Answer Aggregation: A final module synthesizes the answer using only the retrieved facts and the original plan. If evidence is insufficient, it explicitly states the answer is unknown.
Repair Mechanism: A dedicated module fixes JSON syntax errors if the planner's output is malformed, ensuring pipeline robustness.

3. Key Contributions

Decoupling Planning from Knowledge: The framework successfully separates the "how to think" (planning) from "what to know" (retrieval), preventing the model from hallucinating facts to satisfy its own internal reasoning.
Knowledge-Free Distillation: Unlike traditional Knowledge Distillation (KD) which transfers answers or probabilities, this work distills information-seeking behavior. The student learns how to ask questions, not what the answers are.
Modular Architecture: By replacing the monolithic reasoning loop with specialized, prompt-engineered modules for retrieval and extraction, the system becomes more transparent, debuggable, and efficient.
Efficient Student Planner: The use of a small, fine-tuned model (QWEN3-8B) for planning allows for faster inference compared to using large frontier models for the entire reasoning chain.

4. Experimental Results

The framework was evaluated on SEAL-0, an extremely challenging benchmark for search-augmented LLMs where even top-tier models typically achieve near-zero accuracy due to noisy, conflicting, or unhelpful web evidence.

Accuracy:
- Monolithic Base (QWEN3-8B): 1.8% (Hallucinates or loops).
- Prompted Framework (No fine-tuning): 6.3% (Improvement via tools, but limited by poor planning).
- Prompted Framework (With internal reasoning): 3.6% (Reasoning loops degrade performance).
- Proposed Framework (Student Planner): 10.8%. This is the highest among evaluated configurations, outperforming most open-source models and approaching the performance of specialized closed-source agents (e.g., O3-MEDIUM at 17.1%).
Latency:
- Monolithic: 159.9s (Slow due to long internal reasoning).
- Prompted Framework: 41.1s (No reasoning) to 107.9s (With reasoning).
- Proposed Framework: 27.8s. The student planner generates valid, concise plans immediately, eliminating the need for costly JSON repair steps and reducing end-to-end time significantly.

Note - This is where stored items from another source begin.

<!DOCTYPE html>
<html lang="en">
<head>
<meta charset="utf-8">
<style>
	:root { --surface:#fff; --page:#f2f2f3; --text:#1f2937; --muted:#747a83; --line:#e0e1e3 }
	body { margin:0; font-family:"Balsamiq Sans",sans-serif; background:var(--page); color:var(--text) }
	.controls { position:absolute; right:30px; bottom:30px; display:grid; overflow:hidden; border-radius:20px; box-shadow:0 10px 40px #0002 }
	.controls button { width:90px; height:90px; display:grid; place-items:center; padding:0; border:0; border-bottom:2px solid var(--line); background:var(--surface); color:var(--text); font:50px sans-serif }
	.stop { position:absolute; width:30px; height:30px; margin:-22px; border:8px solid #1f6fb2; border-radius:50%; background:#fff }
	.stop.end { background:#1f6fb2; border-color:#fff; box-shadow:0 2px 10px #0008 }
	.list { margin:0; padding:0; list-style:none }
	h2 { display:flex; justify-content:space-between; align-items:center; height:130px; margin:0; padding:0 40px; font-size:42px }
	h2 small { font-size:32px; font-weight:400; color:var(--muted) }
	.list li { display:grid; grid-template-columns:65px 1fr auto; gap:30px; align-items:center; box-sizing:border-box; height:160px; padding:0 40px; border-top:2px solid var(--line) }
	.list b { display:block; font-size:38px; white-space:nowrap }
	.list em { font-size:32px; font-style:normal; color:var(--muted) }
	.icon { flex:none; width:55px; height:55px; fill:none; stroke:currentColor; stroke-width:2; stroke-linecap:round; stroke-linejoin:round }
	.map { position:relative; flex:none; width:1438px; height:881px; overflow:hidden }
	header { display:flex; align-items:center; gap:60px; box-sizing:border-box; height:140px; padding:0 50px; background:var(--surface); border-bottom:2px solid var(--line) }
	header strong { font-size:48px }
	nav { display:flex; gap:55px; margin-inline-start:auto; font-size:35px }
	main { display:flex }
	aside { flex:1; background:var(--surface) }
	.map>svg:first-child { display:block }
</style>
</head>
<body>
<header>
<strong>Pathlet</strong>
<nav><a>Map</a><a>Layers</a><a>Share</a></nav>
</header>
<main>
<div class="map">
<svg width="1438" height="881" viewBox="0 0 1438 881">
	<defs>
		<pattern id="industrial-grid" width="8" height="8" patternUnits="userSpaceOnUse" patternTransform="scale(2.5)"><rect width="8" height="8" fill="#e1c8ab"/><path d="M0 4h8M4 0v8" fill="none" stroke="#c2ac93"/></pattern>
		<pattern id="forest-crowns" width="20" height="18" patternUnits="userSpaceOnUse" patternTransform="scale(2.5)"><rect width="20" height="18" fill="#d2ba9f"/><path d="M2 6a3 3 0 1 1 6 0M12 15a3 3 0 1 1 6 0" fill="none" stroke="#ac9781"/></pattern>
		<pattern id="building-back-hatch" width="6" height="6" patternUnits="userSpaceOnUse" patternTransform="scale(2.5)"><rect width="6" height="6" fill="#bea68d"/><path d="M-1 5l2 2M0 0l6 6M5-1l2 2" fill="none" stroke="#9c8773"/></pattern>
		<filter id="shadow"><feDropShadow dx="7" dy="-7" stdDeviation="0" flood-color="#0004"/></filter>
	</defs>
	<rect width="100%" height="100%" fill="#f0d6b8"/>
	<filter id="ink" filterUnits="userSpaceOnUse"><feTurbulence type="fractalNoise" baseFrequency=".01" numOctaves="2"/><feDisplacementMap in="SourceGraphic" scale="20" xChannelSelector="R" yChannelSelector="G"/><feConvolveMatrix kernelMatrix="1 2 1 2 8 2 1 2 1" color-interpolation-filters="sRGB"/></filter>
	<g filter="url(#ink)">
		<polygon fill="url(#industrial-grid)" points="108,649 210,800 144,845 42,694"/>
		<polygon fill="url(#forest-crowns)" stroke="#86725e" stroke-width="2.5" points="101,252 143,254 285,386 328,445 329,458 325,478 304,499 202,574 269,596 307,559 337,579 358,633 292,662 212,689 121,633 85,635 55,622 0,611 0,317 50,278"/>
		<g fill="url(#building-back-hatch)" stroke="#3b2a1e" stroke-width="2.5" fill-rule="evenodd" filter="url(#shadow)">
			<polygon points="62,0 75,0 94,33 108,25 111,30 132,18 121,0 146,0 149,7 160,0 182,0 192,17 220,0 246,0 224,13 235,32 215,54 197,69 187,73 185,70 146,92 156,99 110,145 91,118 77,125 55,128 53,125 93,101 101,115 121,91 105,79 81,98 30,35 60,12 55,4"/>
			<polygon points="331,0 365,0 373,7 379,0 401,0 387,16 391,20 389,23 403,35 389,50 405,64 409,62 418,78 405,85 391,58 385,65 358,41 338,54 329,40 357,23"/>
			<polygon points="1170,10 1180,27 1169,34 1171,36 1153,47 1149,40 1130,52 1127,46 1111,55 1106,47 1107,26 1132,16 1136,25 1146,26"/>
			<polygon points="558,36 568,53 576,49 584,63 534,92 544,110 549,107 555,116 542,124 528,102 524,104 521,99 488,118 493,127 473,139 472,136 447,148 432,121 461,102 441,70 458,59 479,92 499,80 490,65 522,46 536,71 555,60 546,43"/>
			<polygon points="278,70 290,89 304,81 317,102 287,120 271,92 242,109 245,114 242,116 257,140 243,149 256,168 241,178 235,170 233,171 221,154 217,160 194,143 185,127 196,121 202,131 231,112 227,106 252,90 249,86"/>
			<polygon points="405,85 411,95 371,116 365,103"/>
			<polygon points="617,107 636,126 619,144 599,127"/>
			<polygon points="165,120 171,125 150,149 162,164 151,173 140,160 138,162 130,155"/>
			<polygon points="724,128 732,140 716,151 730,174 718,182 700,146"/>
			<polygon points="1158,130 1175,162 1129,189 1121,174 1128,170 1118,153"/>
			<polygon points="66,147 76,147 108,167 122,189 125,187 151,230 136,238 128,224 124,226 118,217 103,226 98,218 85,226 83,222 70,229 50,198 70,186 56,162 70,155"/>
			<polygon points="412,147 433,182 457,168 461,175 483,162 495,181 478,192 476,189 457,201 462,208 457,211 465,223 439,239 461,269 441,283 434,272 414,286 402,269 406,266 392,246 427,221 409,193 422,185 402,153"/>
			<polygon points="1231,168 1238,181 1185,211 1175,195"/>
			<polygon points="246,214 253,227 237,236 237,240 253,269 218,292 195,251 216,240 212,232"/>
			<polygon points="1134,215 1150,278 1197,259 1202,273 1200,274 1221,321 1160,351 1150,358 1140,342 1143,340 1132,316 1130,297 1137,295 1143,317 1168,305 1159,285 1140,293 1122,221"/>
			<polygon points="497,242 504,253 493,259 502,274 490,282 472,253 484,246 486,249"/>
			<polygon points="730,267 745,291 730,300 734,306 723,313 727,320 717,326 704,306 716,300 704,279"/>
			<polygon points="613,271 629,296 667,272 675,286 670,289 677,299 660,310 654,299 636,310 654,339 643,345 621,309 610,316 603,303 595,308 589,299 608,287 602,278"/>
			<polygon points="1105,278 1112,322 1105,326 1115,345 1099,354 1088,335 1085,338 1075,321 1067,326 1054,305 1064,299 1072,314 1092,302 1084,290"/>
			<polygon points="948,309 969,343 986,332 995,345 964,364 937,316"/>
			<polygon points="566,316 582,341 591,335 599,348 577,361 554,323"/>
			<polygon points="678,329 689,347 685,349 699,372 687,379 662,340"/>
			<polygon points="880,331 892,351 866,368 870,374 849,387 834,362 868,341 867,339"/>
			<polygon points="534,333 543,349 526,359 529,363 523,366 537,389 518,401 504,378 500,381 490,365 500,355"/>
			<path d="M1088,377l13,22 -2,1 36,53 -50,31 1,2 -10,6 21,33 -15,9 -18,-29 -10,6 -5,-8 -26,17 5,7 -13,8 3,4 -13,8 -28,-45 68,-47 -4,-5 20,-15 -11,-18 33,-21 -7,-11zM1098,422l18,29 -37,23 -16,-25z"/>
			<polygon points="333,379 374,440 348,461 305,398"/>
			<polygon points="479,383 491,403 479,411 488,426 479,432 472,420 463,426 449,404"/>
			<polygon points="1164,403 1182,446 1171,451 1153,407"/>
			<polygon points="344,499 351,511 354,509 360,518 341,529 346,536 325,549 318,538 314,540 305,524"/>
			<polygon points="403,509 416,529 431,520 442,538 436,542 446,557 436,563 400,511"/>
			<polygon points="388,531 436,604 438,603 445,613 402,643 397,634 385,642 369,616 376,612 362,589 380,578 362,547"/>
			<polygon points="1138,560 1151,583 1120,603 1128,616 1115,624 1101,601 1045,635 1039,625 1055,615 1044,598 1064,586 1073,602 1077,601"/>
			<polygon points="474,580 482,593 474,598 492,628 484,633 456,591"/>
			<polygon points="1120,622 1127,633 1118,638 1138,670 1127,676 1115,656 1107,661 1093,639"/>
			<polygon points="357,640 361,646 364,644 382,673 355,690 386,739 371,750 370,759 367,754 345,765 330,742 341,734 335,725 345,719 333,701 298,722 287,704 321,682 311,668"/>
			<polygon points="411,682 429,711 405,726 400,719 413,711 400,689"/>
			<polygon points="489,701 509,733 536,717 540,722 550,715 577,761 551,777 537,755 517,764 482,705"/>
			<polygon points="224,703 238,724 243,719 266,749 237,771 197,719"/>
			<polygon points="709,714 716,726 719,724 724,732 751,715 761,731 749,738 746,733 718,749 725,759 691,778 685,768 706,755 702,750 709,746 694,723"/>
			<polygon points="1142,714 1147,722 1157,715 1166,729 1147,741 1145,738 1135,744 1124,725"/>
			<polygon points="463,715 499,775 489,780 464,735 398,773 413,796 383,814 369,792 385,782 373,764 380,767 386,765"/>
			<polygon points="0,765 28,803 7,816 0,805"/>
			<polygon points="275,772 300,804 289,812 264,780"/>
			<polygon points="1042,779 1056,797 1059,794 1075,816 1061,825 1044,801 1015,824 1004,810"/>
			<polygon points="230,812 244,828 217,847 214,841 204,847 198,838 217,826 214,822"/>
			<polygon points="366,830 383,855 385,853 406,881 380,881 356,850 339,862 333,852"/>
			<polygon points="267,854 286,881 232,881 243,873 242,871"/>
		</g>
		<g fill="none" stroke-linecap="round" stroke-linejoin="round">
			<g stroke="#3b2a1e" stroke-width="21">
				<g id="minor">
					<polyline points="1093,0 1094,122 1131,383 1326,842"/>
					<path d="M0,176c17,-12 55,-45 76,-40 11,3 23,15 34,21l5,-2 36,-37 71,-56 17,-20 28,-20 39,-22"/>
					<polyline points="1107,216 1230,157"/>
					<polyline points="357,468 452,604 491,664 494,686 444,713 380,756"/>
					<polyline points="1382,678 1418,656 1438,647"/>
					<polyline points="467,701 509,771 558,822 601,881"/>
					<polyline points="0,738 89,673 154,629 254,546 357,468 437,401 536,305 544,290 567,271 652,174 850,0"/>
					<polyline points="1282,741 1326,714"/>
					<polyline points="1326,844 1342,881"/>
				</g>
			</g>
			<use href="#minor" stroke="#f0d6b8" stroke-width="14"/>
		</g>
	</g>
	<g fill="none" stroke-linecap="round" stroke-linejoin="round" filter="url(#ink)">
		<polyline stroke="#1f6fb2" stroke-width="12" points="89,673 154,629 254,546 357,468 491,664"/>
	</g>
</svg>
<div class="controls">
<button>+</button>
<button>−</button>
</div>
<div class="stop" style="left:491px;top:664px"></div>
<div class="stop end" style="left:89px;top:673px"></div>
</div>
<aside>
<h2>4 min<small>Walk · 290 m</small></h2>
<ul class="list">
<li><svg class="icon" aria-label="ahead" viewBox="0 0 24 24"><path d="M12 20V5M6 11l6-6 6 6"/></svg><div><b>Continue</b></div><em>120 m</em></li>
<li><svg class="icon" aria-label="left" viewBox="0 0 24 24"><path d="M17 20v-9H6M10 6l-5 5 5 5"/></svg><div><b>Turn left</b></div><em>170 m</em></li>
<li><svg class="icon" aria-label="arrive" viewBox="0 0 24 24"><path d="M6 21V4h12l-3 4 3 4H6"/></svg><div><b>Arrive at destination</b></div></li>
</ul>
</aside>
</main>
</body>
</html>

5. Significance and Conclusion

The paper demonstrates that explicitly learned planning structures are more critical for reliable fact-seeking LLMs than simply increasing model size or providing search access.

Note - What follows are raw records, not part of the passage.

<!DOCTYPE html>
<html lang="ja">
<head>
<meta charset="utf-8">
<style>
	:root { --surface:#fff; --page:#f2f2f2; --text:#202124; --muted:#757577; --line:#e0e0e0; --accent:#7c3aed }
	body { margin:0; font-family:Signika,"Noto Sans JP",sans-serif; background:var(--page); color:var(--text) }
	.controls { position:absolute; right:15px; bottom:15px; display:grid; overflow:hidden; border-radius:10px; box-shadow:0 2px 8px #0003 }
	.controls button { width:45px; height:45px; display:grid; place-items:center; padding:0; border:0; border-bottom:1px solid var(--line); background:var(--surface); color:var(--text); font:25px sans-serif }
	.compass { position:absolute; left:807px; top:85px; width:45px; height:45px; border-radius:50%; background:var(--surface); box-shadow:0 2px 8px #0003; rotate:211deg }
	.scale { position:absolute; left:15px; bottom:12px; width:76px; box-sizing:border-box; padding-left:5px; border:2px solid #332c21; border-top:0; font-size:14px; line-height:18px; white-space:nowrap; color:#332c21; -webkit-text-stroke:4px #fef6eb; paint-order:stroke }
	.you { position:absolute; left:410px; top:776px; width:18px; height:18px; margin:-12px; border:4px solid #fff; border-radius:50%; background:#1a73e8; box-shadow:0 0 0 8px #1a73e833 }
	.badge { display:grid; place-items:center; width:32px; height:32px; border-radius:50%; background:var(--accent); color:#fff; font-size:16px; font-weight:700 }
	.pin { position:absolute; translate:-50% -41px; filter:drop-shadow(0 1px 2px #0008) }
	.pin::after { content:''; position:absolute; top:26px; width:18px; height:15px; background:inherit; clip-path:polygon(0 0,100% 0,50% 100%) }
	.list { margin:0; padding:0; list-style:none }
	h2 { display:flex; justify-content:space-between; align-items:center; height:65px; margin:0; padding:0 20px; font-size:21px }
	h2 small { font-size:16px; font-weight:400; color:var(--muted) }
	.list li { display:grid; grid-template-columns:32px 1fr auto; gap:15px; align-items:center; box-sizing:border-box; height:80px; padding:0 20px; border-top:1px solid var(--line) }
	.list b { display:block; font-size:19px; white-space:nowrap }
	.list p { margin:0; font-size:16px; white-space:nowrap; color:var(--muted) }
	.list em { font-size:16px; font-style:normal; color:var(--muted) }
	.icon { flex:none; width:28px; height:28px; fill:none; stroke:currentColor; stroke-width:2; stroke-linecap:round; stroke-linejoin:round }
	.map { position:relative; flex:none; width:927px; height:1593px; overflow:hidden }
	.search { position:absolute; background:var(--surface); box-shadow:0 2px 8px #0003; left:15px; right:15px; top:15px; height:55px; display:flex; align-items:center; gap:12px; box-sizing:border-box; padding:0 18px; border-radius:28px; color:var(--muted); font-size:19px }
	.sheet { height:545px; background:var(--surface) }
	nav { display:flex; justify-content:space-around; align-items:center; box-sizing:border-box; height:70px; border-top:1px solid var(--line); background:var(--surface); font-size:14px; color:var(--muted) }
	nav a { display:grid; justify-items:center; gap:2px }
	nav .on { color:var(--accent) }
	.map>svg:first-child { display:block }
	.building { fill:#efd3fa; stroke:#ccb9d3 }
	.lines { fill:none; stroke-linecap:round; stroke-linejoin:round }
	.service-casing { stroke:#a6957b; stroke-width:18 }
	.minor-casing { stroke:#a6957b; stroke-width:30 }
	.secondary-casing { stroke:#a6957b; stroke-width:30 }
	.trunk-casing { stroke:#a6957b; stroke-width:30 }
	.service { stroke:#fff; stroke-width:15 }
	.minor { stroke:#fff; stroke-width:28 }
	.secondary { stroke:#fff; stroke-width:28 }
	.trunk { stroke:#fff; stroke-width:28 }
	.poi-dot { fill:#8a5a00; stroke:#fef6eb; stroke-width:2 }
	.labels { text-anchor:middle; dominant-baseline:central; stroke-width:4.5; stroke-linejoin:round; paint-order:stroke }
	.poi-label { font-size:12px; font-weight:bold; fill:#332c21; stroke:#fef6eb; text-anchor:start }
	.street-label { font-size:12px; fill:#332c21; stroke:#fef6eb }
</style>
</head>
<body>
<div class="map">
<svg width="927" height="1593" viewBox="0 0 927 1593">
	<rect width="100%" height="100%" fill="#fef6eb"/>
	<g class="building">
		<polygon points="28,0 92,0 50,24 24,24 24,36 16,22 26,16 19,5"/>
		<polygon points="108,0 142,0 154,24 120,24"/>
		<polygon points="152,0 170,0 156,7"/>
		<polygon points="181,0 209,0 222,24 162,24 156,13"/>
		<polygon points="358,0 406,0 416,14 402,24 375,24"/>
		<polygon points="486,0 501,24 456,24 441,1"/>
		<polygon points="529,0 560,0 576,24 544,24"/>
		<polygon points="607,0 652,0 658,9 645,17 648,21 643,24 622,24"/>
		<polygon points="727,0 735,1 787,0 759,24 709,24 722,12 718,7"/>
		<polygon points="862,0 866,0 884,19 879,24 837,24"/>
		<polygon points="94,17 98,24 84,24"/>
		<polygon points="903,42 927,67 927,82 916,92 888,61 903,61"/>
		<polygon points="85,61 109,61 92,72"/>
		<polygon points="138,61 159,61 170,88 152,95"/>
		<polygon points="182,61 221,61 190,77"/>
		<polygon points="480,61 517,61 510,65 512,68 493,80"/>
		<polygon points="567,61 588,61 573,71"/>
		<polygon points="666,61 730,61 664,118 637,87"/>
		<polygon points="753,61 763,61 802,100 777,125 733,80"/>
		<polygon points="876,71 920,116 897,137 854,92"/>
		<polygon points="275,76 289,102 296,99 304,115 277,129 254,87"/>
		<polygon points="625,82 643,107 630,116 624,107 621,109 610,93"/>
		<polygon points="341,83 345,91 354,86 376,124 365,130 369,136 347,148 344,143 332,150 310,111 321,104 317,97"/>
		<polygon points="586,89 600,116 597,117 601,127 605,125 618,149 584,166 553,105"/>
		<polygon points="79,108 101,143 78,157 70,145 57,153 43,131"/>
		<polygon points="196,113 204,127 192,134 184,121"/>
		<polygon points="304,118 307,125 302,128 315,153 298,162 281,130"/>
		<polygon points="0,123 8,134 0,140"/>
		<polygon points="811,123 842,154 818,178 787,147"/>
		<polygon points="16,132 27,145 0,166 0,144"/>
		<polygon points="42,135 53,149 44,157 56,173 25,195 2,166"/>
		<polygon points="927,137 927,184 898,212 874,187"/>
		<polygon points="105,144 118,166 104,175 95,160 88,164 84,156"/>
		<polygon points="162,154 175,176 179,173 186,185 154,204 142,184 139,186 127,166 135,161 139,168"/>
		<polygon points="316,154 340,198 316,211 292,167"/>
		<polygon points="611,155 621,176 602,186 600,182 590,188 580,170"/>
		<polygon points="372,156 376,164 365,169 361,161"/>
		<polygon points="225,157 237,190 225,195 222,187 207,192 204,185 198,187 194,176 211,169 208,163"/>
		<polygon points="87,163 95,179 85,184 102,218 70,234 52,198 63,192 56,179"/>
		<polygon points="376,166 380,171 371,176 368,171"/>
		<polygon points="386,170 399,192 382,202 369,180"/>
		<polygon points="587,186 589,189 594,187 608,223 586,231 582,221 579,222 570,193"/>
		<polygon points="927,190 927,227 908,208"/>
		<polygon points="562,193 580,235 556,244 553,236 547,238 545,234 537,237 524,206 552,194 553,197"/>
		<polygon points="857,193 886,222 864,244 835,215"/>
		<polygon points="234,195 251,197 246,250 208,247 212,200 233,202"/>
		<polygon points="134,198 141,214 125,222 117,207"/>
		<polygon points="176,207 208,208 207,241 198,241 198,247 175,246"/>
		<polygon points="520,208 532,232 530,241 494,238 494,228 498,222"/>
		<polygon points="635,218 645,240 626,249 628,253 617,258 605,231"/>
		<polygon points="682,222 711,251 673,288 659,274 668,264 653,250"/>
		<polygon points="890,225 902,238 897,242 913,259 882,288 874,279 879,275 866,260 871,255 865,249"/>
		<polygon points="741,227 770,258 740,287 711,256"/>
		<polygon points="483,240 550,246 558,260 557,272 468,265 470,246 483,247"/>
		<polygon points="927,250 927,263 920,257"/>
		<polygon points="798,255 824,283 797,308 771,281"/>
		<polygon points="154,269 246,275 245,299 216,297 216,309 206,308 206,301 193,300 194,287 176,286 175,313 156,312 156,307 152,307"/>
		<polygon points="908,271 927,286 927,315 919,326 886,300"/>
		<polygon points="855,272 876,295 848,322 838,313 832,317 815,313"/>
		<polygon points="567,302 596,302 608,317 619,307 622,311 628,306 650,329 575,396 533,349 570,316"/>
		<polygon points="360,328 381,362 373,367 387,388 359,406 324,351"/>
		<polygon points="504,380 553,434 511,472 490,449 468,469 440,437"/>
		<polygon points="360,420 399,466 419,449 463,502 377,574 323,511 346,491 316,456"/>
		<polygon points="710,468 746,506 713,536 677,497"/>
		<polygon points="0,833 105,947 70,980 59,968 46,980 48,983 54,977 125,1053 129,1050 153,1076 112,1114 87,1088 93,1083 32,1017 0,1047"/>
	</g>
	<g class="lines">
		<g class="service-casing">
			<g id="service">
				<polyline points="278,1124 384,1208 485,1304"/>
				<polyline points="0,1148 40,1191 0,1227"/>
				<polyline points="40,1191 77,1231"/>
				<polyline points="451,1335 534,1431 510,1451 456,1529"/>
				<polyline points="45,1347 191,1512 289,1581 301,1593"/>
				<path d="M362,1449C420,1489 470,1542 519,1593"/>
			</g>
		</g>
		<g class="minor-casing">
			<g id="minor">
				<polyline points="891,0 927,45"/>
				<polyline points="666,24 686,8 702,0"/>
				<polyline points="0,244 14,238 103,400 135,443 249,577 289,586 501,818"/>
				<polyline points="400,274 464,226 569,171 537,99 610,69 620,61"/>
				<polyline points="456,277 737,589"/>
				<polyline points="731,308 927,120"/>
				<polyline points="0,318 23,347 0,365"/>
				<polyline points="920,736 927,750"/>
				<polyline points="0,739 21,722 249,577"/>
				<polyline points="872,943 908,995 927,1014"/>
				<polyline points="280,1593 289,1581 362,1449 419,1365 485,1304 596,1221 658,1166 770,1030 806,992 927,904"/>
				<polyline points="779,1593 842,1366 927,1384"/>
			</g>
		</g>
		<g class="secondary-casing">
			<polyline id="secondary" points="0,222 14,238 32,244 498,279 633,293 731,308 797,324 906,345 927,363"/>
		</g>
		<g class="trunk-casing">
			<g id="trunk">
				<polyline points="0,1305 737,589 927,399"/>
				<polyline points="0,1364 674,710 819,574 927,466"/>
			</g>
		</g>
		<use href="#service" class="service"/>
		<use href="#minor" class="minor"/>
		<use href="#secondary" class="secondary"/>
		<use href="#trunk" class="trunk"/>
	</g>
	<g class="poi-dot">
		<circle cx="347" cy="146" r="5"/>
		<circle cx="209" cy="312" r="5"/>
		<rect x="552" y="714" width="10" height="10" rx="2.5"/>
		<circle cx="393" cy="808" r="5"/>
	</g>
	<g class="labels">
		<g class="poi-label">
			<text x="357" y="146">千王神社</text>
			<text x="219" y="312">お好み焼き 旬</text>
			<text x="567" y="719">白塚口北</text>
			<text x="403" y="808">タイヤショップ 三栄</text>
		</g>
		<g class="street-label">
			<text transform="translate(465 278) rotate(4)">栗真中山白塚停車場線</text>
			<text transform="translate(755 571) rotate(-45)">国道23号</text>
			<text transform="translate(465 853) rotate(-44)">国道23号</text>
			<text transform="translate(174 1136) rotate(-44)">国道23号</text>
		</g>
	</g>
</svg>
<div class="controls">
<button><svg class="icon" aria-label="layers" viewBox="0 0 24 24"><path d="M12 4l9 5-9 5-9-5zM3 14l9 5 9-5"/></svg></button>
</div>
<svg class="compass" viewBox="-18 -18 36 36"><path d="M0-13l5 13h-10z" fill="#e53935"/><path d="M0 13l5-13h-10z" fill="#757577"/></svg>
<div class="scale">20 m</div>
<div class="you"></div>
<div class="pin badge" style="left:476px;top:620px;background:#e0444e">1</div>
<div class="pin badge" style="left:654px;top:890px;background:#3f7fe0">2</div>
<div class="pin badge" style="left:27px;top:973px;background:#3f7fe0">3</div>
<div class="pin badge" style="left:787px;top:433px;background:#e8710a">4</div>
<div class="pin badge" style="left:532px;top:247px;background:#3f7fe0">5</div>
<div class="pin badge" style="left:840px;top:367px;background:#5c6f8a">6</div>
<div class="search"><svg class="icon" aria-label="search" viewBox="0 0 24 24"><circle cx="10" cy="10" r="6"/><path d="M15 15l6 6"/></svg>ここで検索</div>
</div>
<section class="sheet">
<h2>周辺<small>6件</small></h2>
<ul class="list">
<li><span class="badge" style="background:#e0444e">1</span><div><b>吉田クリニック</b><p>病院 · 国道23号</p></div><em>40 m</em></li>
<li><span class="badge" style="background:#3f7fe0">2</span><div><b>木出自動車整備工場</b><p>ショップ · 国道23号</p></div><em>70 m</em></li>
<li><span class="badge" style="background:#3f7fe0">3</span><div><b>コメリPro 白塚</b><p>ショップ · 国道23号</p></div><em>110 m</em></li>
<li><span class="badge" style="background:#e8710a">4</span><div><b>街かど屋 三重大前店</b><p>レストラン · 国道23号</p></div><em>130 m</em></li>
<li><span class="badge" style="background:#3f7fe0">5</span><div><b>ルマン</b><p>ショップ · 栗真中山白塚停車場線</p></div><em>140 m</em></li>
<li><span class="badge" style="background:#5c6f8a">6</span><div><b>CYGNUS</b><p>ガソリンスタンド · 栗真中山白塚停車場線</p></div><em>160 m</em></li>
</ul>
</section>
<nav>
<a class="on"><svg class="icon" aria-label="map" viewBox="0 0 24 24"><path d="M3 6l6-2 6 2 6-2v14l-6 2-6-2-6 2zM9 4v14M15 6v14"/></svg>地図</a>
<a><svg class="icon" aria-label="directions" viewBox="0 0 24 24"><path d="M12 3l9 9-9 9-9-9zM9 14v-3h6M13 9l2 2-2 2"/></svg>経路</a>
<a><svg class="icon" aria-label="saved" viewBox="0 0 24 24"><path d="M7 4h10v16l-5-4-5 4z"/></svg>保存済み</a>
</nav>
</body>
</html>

Reliability: By forcing the system to ground claims in external evidence and refusing to rely on parametric memory for facts, the framework drastically reduces hallucinations.
Efficiency: Training a small model to be a specialized "planner" is significantly faster and cheaper than running large models through complex, iterative reasoning loops.
Future Direction: The work suggests a paradigm shift from "Knowledge Distillation" to "Reasoning Distillation," offering a scalable path to building controllable, reliable agentic systems.

Limitations: The system's performance is still bounded by the quality of external search results (e.g., if the search engine returns bad data, the framework cannot fix it). Additionally, latency is currently dominated by external API calls, which may impact high-throughput real-time applications.